Orange is the complementary color for blue on a color wheel and they are usually found together.

----------


## Doug Loudenback

Back when I could still walk a few blocks without being tortuously winded, I had season tickets during the 1st 2 Thunder seasons and I attended a large number of games when the Hornets were here, more than half and probably closer to 3/4 of the games. I don't recall when it happened, but on exiting the arena after some Thunder game, a group of Sooner musicians were blasting away and hurting my ears by presenting the tune "Boomer Sooner" along the exit-passage way. Of course, that was nice to the ears of OU fans, who picked up on the tune and collegiate theme and roused them on. But, for me, an OSU fan, at a game featuring the Oklahoma City's team, it virtually ruined the game experience and I left the arena with a very sour taste in my mouth. 
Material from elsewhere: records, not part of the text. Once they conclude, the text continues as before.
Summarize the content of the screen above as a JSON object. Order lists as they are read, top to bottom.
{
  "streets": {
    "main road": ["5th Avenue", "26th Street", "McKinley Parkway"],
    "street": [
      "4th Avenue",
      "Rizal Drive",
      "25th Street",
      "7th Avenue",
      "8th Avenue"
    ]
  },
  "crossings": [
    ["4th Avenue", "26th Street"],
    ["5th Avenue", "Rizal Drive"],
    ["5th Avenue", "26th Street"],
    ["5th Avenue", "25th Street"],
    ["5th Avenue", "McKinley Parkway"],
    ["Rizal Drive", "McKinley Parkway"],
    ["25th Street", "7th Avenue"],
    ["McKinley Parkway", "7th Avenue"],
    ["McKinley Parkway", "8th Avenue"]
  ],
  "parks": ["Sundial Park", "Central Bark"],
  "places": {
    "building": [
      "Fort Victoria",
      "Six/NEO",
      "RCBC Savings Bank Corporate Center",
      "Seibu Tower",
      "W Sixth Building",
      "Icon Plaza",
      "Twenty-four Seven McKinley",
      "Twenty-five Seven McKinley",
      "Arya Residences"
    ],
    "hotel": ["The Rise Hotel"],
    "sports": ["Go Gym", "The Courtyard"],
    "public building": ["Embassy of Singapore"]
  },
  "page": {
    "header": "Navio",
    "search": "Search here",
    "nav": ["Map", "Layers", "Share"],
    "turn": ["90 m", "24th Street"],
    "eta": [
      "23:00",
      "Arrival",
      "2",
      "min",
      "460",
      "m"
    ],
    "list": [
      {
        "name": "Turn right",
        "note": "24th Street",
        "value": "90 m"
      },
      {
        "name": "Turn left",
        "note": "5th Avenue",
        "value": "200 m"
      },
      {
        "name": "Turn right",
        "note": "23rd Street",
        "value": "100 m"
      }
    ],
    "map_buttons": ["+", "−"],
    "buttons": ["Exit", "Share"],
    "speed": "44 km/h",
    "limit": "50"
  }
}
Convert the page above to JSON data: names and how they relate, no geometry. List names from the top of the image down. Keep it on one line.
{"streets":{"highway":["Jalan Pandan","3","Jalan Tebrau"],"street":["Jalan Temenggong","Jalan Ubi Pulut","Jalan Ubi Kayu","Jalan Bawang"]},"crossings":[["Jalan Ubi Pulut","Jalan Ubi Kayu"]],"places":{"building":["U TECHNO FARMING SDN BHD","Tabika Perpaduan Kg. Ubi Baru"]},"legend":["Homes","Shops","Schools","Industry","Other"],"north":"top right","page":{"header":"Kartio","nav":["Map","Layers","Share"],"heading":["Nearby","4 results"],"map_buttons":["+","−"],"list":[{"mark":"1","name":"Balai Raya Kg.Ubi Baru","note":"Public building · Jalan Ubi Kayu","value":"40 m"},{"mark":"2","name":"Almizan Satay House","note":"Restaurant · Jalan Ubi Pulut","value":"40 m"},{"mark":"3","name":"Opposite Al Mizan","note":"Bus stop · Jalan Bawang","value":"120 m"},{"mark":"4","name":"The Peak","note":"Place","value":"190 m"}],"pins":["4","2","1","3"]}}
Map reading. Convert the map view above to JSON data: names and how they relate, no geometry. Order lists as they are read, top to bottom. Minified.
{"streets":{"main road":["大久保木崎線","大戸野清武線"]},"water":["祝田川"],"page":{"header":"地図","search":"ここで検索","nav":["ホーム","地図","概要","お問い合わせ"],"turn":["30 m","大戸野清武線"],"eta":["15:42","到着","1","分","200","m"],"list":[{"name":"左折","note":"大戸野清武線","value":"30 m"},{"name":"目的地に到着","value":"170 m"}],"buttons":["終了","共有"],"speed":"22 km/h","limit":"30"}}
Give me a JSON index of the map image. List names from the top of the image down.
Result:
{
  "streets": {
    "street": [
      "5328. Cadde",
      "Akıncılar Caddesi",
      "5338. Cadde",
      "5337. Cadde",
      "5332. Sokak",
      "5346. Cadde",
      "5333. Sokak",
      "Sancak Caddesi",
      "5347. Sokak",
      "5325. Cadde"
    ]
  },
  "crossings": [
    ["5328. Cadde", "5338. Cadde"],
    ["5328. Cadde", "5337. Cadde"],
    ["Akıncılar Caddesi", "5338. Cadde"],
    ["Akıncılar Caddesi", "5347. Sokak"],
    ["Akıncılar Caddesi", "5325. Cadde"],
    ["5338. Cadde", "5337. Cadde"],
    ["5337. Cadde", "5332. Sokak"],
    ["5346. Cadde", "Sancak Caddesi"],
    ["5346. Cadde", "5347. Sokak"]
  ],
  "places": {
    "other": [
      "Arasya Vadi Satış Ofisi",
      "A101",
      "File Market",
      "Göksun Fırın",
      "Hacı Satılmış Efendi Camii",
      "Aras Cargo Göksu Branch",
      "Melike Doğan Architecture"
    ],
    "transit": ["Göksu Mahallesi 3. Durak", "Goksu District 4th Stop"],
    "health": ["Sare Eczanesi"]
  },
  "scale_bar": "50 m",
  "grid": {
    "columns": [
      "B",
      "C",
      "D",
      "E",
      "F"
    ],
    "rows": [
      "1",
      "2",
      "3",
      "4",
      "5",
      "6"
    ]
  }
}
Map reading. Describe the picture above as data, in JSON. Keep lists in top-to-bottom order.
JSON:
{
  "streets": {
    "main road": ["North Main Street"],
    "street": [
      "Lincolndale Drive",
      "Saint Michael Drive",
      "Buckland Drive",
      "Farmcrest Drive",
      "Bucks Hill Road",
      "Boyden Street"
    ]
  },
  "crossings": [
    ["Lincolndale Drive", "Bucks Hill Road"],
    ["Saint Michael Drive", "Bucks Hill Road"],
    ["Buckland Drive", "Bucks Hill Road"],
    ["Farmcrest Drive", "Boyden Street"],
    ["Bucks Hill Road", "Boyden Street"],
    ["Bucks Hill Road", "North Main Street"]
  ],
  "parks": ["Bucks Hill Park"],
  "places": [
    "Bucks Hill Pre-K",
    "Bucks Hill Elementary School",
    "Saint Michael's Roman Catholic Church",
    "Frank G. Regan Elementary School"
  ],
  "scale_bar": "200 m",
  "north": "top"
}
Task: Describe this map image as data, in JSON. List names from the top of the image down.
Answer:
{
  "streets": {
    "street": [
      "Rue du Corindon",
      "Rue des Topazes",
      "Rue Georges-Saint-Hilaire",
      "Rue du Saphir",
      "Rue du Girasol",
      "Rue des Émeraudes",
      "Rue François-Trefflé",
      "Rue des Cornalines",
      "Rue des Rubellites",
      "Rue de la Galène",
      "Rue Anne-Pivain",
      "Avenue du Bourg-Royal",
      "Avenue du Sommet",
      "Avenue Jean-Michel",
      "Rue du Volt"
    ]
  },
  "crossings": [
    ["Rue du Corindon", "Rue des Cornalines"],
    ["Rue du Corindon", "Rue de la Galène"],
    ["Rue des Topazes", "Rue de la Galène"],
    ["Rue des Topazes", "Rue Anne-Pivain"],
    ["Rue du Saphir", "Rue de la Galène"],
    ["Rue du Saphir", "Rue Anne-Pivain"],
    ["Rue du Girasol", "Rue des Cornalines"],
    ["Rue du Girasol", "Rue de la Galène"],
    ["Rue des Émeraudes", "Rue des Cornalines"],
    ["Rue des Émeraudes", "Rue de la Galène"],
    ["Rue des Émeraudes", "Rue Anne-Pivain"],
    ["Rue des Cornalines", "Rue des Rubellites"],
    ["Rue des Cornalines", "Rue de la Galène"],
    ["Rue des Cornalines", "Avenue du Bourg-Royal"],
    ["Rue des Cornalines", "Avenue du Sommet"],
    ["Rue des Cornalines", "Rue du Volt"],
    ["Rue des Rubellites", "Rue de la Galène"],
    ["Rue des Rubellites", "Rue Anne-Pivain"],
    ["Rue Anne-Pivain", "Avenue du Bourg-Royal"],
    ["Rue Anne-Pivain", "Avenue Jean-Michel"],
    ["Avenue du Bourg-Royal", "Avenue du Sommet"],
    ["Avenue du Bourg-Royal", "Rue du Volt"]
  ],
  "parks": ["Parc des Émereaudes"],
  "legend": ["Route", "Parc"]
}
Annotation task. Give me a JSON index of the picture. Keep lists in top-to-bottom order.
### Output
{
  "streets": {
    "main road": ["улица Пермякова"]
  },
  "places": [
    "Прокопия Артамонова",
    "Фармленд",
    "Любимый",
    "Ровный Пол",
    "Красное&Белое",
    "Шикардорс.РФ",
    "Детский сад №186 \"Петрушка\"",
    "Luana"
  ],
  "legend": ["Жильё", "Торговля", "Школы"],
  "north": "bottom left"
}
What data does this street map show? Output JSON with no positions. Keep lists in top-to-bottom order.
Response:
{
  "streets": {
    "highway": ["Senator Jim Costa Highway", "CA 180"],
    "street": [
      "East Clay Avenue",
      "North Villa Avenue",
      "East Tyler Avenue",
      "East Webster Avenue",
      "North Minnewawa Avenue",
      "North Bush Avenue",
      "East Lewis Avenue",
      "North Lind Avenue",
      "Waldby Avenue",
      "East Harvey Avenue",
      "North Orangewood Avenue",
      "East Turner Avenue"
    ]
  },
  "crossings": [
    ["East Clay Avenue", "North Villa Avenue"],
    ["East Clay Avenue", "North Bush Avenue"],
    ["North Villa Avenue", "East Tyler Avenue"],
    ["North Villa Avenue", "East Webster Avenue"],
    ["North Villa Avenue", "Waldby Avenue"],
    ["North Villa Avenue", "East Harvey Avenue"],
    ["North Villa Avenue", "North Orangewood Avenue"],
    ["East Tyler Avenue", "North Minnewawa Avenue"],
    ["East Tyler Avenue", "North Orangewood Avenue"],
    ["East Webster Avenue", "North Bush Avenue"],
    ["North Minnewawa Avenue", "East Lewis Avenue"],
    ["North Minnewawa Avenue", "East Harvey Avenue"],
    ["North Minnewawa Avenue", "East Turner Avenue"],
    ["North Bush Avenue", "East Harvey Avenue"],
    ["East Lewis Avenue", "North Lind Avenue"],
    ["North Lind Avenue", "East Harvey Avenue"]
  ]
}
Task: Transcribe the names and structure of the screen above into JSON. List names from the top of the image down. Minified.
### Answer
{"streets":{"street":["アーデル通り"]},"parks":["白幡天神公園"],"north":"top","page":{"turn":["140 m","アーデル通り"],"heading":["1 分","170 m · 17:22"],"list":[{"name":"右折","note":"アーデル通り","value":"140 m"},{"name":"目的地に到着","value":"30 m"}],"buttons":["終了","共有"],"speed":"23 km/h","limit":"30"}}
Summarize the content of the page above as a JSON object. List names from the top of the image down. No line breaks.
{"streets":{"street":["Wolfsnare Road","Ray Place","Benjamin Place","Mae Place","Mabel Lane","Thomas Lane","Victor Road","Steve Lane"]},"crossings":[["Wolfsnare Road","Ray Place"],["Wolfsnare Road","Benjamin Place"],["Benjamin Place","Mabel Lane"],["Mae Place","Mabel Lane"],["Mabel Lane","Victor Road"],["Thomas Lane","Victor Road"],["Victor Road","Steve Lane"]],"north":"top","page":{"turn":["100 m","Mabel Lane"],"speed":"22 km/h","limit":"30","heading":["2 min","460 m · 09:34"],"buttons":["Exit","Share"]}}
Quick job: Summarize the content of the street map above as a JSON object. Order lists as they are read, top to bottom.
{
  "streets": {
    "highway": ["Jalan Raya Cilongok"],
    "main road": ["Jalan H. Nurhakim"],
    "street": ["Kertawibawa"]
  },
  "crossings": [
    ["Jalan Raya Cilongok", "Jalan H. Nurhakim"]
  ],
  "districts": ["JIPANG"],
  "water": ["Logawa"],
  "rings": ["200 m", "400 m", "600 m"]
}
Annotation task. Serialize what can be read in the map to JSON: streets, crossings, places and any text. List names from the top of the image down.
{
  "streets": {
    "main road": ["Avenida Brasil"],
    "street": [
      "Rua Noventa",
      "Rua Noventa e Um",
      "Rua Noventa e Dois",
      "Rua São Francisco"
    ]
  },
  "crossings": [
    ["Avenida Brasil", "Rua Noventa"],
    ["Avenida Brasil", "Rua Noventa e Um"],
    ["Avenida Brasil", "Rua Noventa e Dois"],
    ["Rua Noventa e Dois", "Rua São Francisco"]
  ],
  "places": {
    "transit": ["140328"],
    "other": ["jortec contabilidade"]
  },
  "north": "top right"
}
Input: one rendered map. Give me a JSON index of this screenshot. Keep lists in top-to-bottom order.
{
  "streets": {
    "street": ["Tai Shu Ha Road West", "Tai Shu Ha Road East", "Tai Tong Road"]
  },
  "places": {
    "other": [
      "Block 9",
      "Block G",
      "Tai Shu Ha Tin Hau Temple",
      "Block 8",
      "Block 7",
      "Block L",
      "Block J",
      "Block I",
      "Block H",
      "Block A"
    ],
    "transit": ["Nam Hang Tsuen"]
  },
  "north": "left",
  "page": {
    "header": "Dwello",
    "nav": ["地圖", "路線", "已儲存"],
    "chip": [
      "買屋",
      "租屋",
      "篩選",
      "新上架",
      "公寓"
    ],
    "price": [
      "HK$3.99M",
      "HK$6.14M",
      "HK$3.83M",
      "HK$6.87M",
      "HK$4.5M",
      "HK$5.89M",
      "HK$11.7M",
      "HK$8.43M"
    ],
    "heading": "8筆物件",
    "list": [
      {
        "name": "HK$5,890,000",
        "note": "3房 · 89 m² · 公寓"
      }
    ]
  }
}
The genius, at least the potential genius, of having an NBA team here is that it pulls EVERYONE in the city together, including those who never graduated from high school much less went to any college in the state, and regardless of economic, racial or other classifications. All Oklahoma Citians, regardless of demographics, become tight-knit, at least on game day if not beyond, and there is only one unit, one source of identification, and that source is our city's team and our common bond it supporting that team to the hilt.

Throw in some adolescent college stuff into the mix and quite a different product emerges. It is divisive, not only of those who attended a university in the state, but also of those who didn't finish high school and for whom college at any place was beyond their reach and possibility. OU/OSU/Other U college trappings speak volumes to social and economic issues for those who are on the outside of such groups, looking in.

There is NO place at Thunder games for anything that smacks of ANY state university. This team represents Oklahoma City --- and ALL of its citizens --- not just OU, not just OSU, not just those who live in fine homes but those who live in poverty, as well.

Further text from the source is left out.